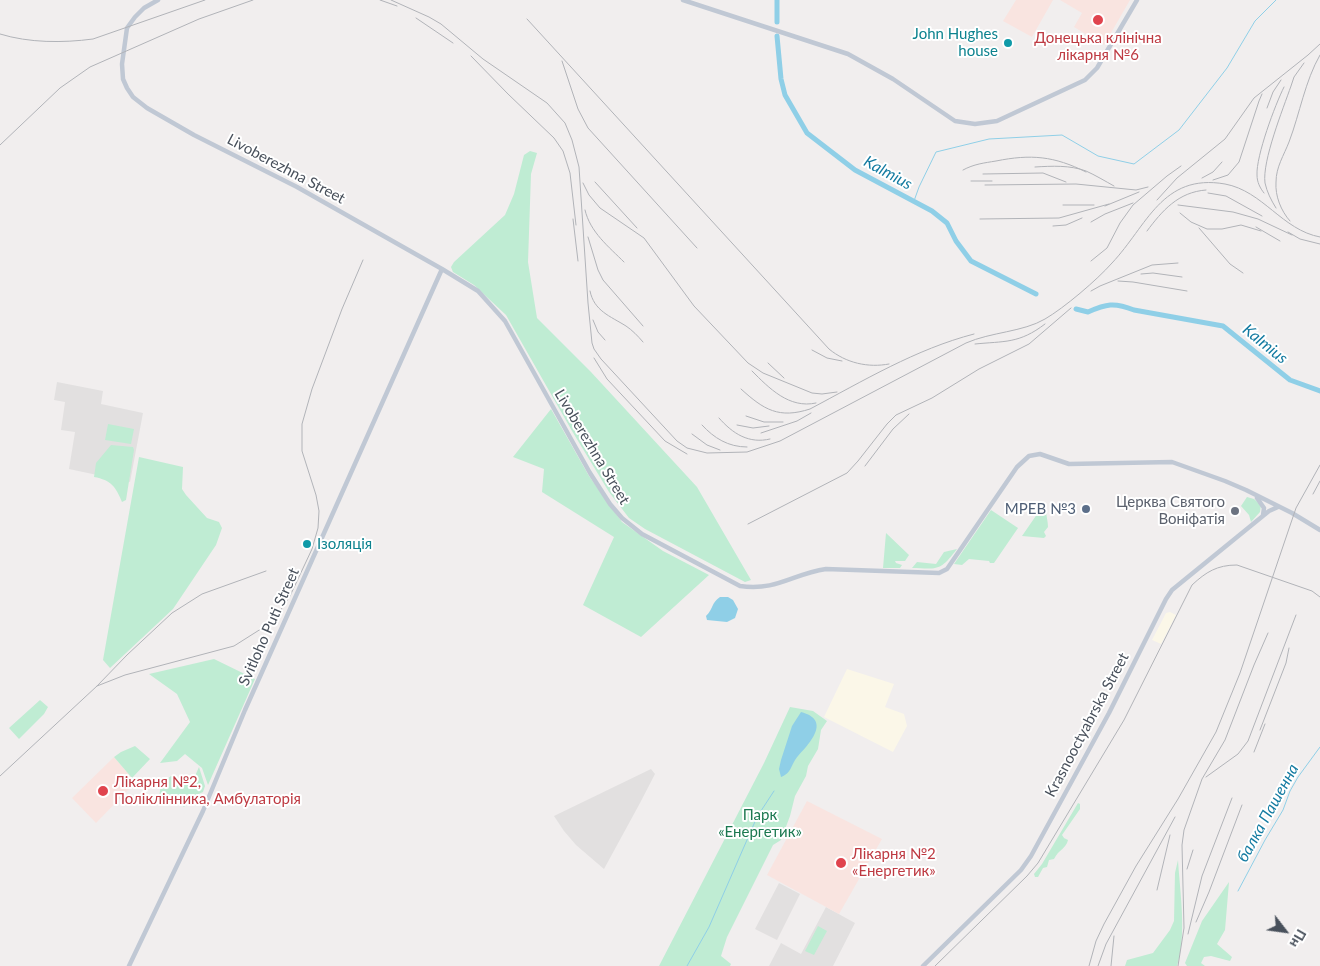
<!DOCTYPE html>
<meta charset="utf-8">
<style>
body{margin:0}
#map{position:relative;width:1320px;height:966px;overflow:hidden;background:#f1eeee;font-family:Lato,sans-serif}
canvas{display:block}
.north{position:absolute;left:1260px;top:906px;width:50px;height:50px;-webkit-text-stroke:4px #fff;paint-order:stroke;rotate:120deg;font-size:14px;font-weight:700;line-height:20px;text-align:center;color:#48505b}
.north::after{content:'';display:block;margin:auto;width:18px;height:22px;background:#48505b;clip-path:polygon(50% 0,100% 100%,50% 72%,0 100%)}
</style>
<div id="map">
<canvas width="1320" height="966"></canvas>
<div class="north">Пн</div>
</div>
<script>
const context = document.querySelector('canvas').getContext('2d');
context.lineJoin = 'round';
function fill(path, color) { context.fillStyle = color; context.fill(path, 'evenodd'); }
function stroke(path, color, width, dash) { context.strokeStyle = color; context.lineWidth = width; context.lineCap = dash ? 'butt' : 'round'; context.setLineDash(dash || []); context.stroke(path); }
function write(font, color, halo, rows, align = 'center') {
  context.font = font + ' Lato,sans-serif'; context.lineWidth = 4; context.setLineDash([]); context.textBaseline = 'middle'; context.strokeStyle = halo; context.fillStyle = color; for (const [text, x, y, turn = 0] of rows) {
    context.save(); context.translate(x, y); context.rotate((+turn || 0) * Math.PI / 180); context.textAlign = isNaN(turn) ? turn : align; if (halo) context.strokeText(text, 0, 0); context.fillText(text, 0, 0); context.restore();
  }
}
fill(new Path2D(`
 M1170 612 1176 615 1161 644 1152 640 1166 613Z
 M847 669 894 684 885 707 904 714 907 726 893 752 824 717Z`), '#fbf7e8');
fill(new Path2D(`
 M57 382 103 391 101 404 143 413 130 482 69 469 75 432 61 430 65 402 54 400Z
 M651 769 655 774 640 803 604 869 576 845 564 831 554 816Z
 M779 883 800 894 777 940 755 929Z
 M826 907 855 923 833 966H769L781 943 801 954Z`), '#e2e0e0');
fill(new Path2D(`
 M1016 0H1053L1032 37 1003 21Z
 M1060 0H1130L1104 45 1074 27 1082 13Z
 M114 757 132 778 134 784 96 823 72 798Z
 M807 801 882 839 839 914 767 875Z`), '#f9e4e0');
fill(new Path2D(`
 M530 151 537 153 531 174 528 262 537 318 591 372 697 487 751 580 745 582 645 529 629 518 609 492 572 431 506 315 474 285 453 272 451 267 454 262 505 215 514 194 524 155Z
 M551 409 589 476 622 522 663 551 709 575 641 637 583 605 614 537 542 492 544 469 513 457Z
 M108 424 134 429 131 444 105 440Z
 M111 445 133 447 134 450 126 500 122 502C116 487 111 480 94 477L96 463Z
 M139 457 183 467 182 489 186 495 207 518 219 522 222 528 216 545 173 609 110 668 103 660Z
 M1247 497 1254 499 1261 505 1260 512 1251 522 1249 515 1241 506Z
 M1042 507 1046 509C1046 516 1048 521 1048 527L1044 532 1046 536 1044 538 1022 536Z
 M991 510 1018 528 994 563H990L989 561 969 559 962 565 954 564Z
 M886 533 909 555 905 561H895L896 563 902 565 900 568H883Z
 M957 549C940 571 939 569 912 568L917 562 936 564 944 552Z
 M214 659 255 679 208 785 202 768 185 754 177 761 160 763 190 722 177 694 149 674Z
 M40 700 48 707 44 714 19 739 9 728Z
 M790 707 813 711 827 721 821 730 818 749 808 766 806 776 795 796 790 816 781 840 773 845 727 937 721 956 731 964 730 966H659L764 763Z
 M135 746 150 759 132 778 114 757 121 752Z
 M199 767 205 786 203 792 194 796 184 807 179 802 159 798 161 784 171 776 191 785Z
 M1078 803 1080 804V809L1062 835 1064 838 1068 840C1066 849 1059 849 1054 859L1049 860 1047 867 1043 868 1038 877H1035L1034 874 1042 864Z
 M1178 860C1180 893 1187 935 1177 966H1125L1127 960 1153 953 1170 930 1174 921 1175 873Z
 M1229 882 1225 930 1217 944 1232 957 1230 961 1211 956 1204 957 1201 963 1205 966H1187L1185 963 1202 921Z
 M818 926 827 931 814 955 805 951Z`), '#bfecd3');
fill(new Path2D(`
 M720 597H728L733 600 738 609 735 618 727 622 707 620 706 616C714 608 711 603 720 597Z
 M801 712C831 720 811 742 798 756 791 764 792 773 781 777L779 769 781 760 792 726Z`), '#8fcfe7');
stroke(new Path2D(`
 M914 201 919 187 936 152 989 139 1062 135 1098 156 1134 164 1179 130 1227 68 1255 21 1276 0
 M1238 891 1265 840 1283 810 1290 791 1298 777 1320 747
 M687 966 709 927 757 817 774 791`), '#8fcfe7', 1);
stroke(new Path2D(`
 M777 22V0
 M777 36 781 79 785 95 807 133 855 170 932 211 947 223 956 241 971 261 1036 294
 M1076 309 1088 312C1106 304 1114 302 1134 310L1223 326 1290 380 1320 391`), '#8fcfe7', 5);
stroke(new Path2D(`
 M158 0 144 8 135 17 127 28 122 64 123 79 127 88 133 97 147 108 194 135 297 187 442 269 478 291 505 321 590 473 610 504 622 518 642 534 740 586C778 591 792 574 826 569L939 573 947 569 1017 467 1029 456 1040 454 1069 464 1172 462 1225 481 1246 490 1292 513 1320 530
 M683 0 848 54 893 79 955 121 975 124 997 121 1085 80 1097 68 1137 0
 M1257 498 1264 508 1263 515
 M129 966 203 811 245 710 442 269
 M923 966 1021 870 1031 856 1109 713 1166 599 1172 590 1269 511 1278 507`), '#c0c8d4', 4.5);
stroke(new Path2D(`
 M935 966 1027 876 1038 863 1124 720 1192 585C1206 572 1217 565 1237 565L1312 591 1320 597`), '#b1b3b8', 1);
stroke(new Path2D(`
 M380 0 397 6
 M391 0 429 17 441 24 483 59 547 103 565 123 572 140 579 167 588 303 592 343 594 349 601 359 677 441 687 448 707 453 747 452 780 441 966 343C991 332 1023 332 1045 319 1064 308 1097 280 1112 263 1147 226 1162 173 1225 184 1263 191 1282 230 1320 237
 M416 18 453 43
 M527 19 829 349C846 363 868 368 889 364
 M0 34C29 43 63 43 93 39L205 0
 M471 56 508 94 554 138 563 151 570 173 576 225
 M562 61 578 109 588 128 697 248
 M1267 108 1273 92 1281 80
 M0 145 60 88 90 67 199 19 253 0
 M1035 167C1052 166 1070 165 1086 171 1095 175 1105 181 1114 186
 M963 170C974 164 984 163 996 161 1031 154 1054 156 1086 172
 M983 174 1043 173 1066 182
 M1202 178 1213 172 1222 162
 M1213 180 1228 175 1239 162 1259 101 1262 94
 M971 181H992
 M595 182 637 228
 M583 183 589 195 600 208 644 238 694 306 748 363 763 373 812 393 822 394 837 392
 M985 185 1076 184 1136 190 1148 187
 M1208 193 1226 196 1262 216
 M1264 193C1260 188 1257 182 1257 175 1256 156 1275 105 1284 87
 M1157 200 1177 178 1225 139 1254 98 1308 55 1320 44
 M1063 205H1094
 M1178 205 1233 212 1258 219 1292 235
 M1105 206 1139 192
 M1276 208C1271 200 1267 192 1265 183 1262 161 1283 109 1291 86L1294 77 1304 63
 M585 210C590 232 609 247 624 262
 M1180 213 1191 222 1207 229H1222L1241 225 1261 231
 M573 219 578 261
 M980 219 1059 218 1109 204
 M1290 221C1281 211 1275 196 1276 182 1276 167 1284 155 1289 142 1300 113 1305 81 1320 55
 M1091 222 1105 214 1133 203
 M1053 226 1066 225 1082 218
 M1256 227 1280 241
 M1199 228 1230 264 1243 273
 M1147 231C1162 211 1178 192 1206 190
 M1288 232 1300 239 1320 244
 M588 237 598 270 603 280 643 326
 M1091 261 1107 248 1120 223 1133 205 1167 176 1181 166
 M1141 274 1153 273 1182 277
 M1118 281 1133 282 1187 291
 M590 291C594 311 610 316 626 326 632 330 638 336 643 342
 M1091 291 1100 286 1152 265 1178 263
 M593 320 598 332 605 340
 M975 344C1004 341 1019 344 1045 324
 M812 350 827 358 842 361
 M594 358 607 379 665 441 687 454
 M768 363 784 378
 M752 371C769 388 789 409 816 403
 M741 389C764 410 779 419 810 409 863 381 916 349 974 334
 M746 416 764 422H783
 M719 418C733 434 749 444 770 439
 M702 425C714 438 728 447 747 447
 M737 425 753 428 769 426
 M761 433 797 421 811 413
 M692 434 707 445 720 450
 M865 466 893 429 909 414
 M1313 494 1320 481
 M748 524 847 473 858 461 887 424 896 415 932 398 979 369 1029 344 1071 308
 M97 686 125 675 234 646 264 627 278 614 290 596 312 549 318 528 319 511 316 495 302 451V424L312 389 342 309 363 260
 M1260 730 1286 663 1289 648
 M1254 752 1265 724
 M0 776 97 686 127 655 172 613 202 594 266 571
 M1206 777 1238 754 1248 741 1296 615
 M1187 869 1193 850
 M1157 890 1170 835
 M1196 922 1209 892 1242 805
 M1188 934 1202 876 1232 798
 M1089 966 1096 941 1104 924 1136 866 1178 799 1216 732 1240 673 1296 508 1320 465
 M1098 966 1106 944 1175 817
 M1111 966 1114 936
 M1178 966 1184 928 1182 845 1184 830 1202 779 1225 740 1254 665 1268 633`), '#b1b3b8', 1);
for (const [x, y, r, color] of [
 [1098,20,6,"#e0444e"],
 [1008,43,5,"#0f9aa8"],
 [1086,509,5,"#5c6f8a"],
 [1235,511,5,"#6b7280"],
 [307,544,5,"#0f9aa8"],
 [103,791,6,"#e0444e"],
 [841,863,6,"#e0444e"]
]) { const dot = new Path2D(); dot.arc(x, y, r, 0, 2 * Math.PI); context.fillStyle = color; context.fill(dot); stroke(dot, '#fff', 2); }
write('15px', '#0d838f', '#fff', [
 ["John Hughes",998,34],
 ["house",998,51],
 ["Ізоляція",317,544,"left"]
], 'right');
write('15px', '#be3a42', '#fff', [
 ["Донецька клінічна",1098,38,"center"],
 ["лікарня №6",1098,55,"center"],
 ["Лікарня №2,",114,782],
 ["Поліклінника, Амбулаторія",114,799],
 ["Лікарня №2",852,854],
 ["«Енергетик»",852,871]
], 'left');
write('15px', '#48505b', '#fff', [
 ["Livoberezhna Street",286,169,28],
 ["Livoberezhna Street",592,447,59],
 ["Svitloho Puti Street",269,627,-66],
 ["Krasnooctyabrska Street",1087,725,-62]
]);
write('15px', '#5b616d', '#fff', [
 ["Церква Святого",1225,502],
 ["Воніфатія",1225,519]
], 'right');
write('15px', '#4e5e75', '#fff', [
 ["МРЕВ №3",1076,509]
], 'right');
write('15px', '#1c7850', '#fff', [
 ["Парк",760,815],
 ["«Енергетик»",760,832]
]);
write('italic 16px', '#147ba1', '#fff', [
 ["Kalmius",888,173,29],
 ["Kalmius",1265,344,39],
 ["балка Пашенна",1268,813,-61]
]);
</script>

§ TASK DESCRIPTION:
One figure is all that is needed: the number of lines above in which the word "turn" appears.

§ OUTPUT FOR THIS TASK:
2